◆ **Records shown**
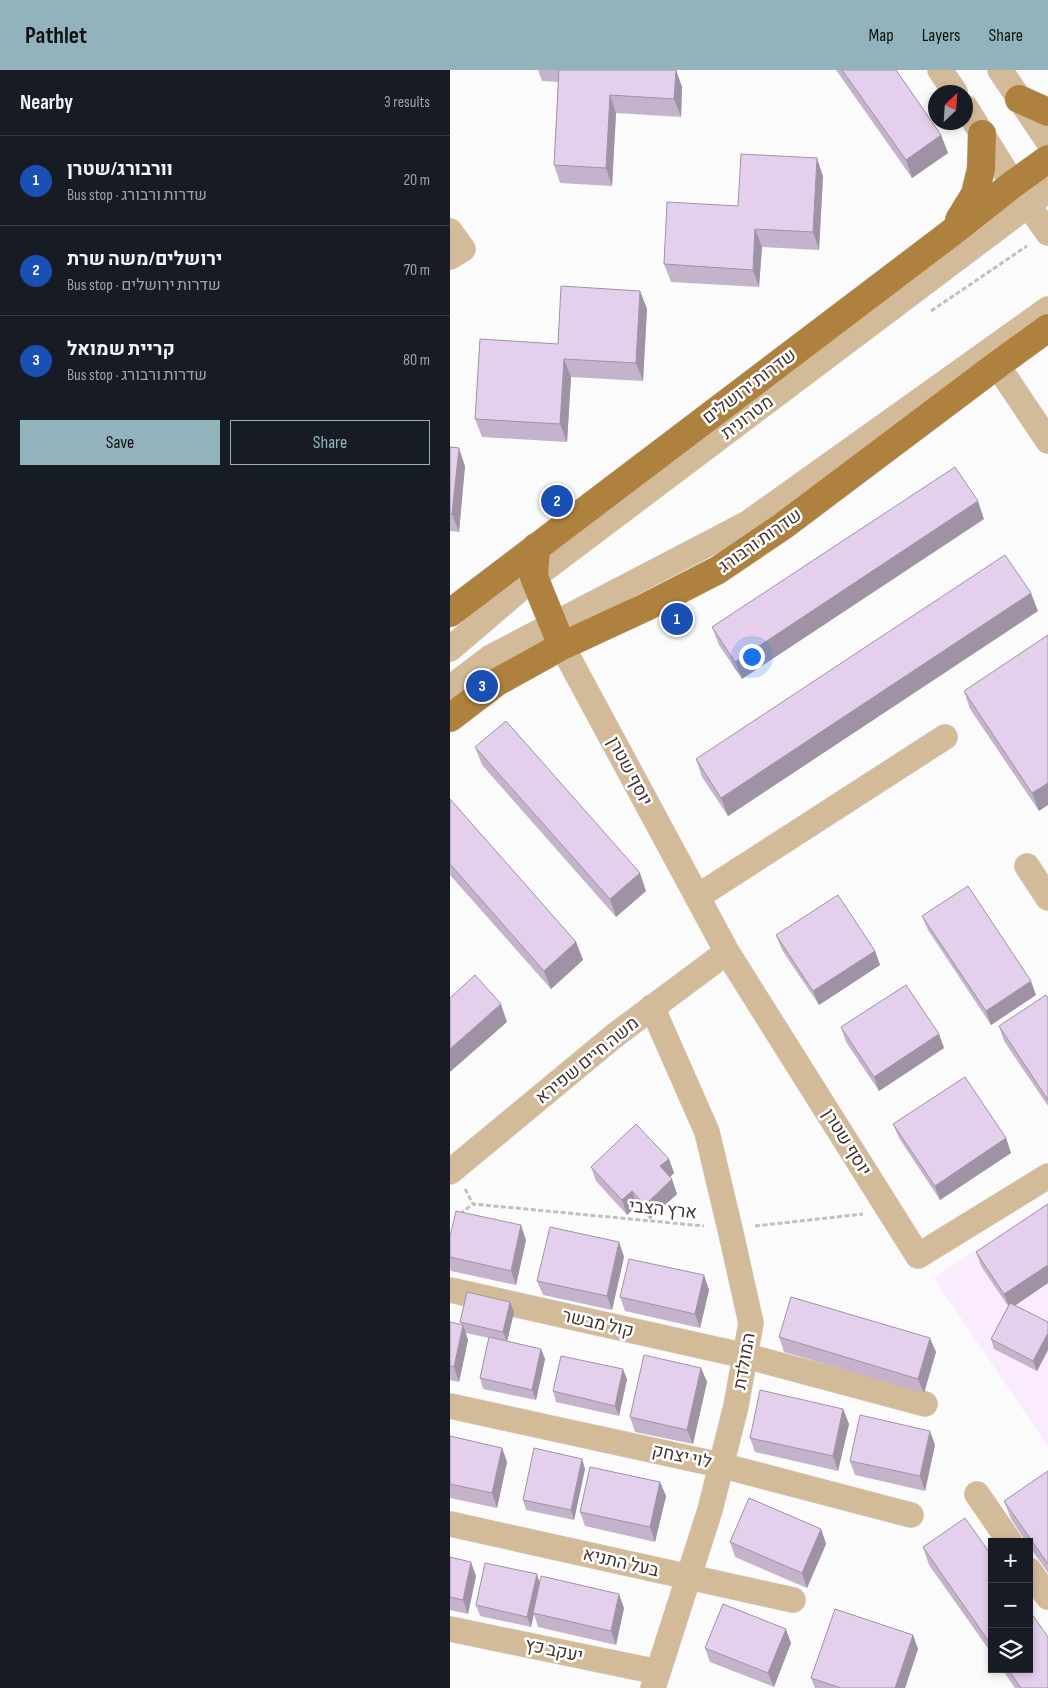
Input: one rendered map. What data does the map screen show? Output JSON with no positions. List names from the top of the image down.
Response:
{
  "streets": {
    "main road": ["שדרות ירושלים", "שדרות ורבורג"],
    "street": [
      "מטרונית",
      "יוסף שטרן",
      "משה חיים שפירא",
      "קול מבשר",
      "המולדת",
      "לוי יצחק",
      "בעל התניא",
      "יעקב כץ"
    ],
    "path": ["ארץ הצבי"]
  },
  "crossings": [
    ["שדרות ירושלים", "מטרונית"],
    ["שדרות ורבורג", "יוסף שטרן"],
    ["יוסף שטרן", "משה חיים שפירא"],
    ["יוסף שטרן", "ארץ הצבי"],
    ["משה חיים שפירא", "המולדת"],
    ["ארץ הצבי", "המולדת"],
    ["קול מבשר", "המולדת"],
    ["המולדת", "לוי יצחק"],
    ["המולדת", "בעל התניא"],
    ["המולדת", "יעקב כץ"]
  ],
  "north": "top right",
  "page": {
    "header": "Pathlet",
    "nav": ["Map", "Layers", "Share"],
    "heading": ["Nearby", "3 results"],
    "list": [
      {
        "mark": "1",
        "name": "וורבורג/שטרן",
        "note": "Bus stop · שדרות ורבורג",
        "value": "20 m"
      },
      {
        "mark": "2",
        "name": "ירושלים/משה שרת",
        "note": "Bus stop · שדרות ירושלים",
        "value": "70 m"
      },
      {
        "mark": "3",
        "name": "קריית שמואל",
        "note": "Bus stop · שדרות ורבורג",
        "value": "80 m"
      }
    ],
    "buttons": ["Save", "Share"],
    "pins": ["2", "1", "3"],
    "map_buttons": ["+", "−"]
  }
}
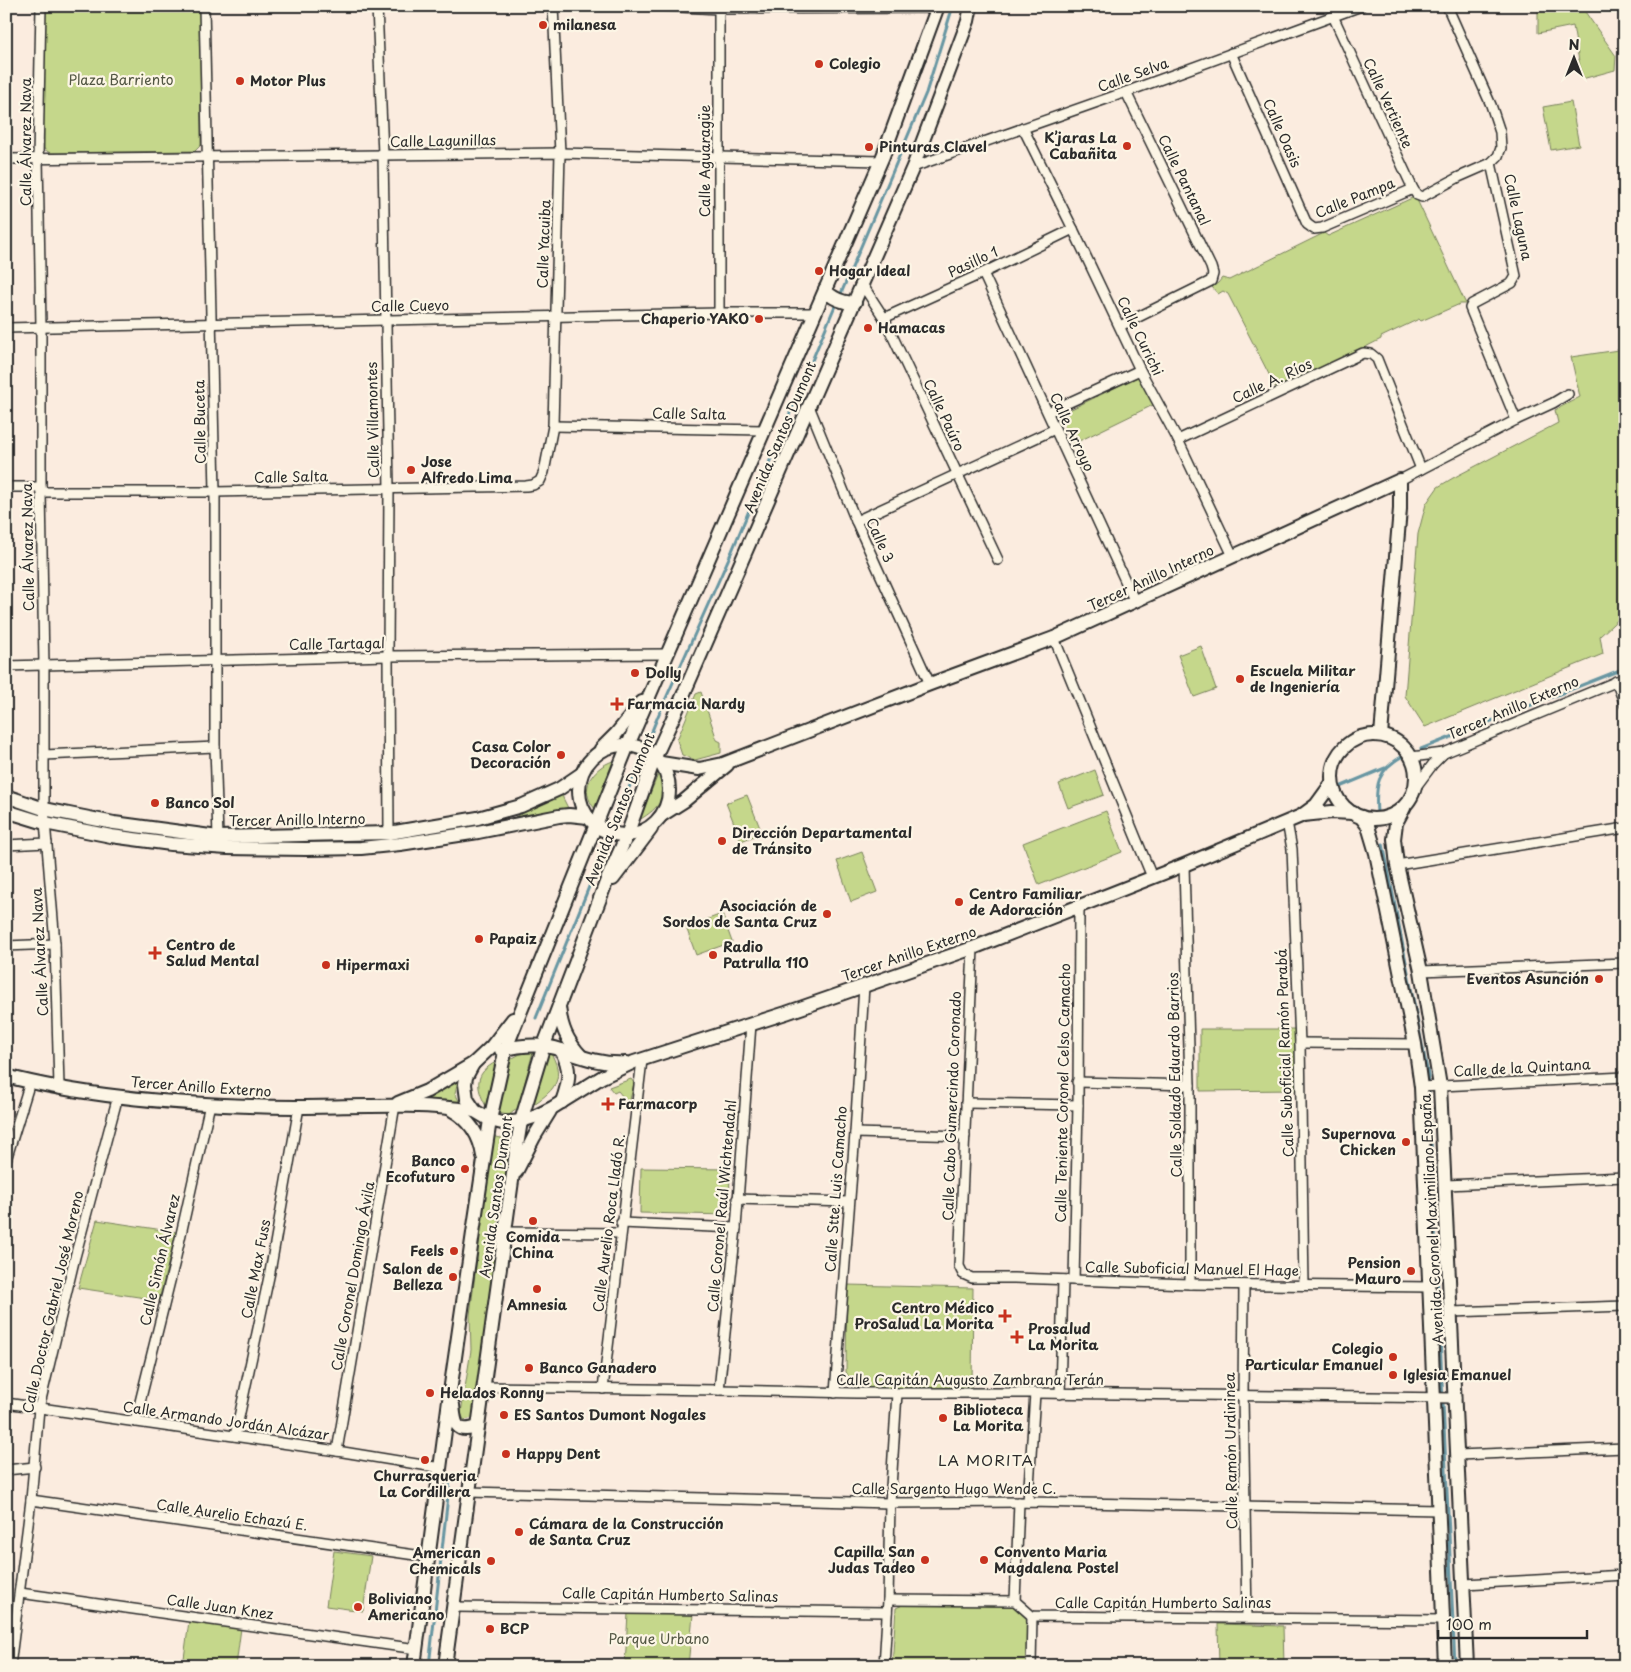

◆ **Task**
Where a line of the listing holds the string "יוסף", copy that line.

◆ **Answer space**
      "יוסף שטרן",
    ["שדרות ורבורג", "יוסף שטרן"],
    ["יוסף שטרן", "משה חיים שפירא"],
    ["יוסף שטרן", "ארץ הצבי"],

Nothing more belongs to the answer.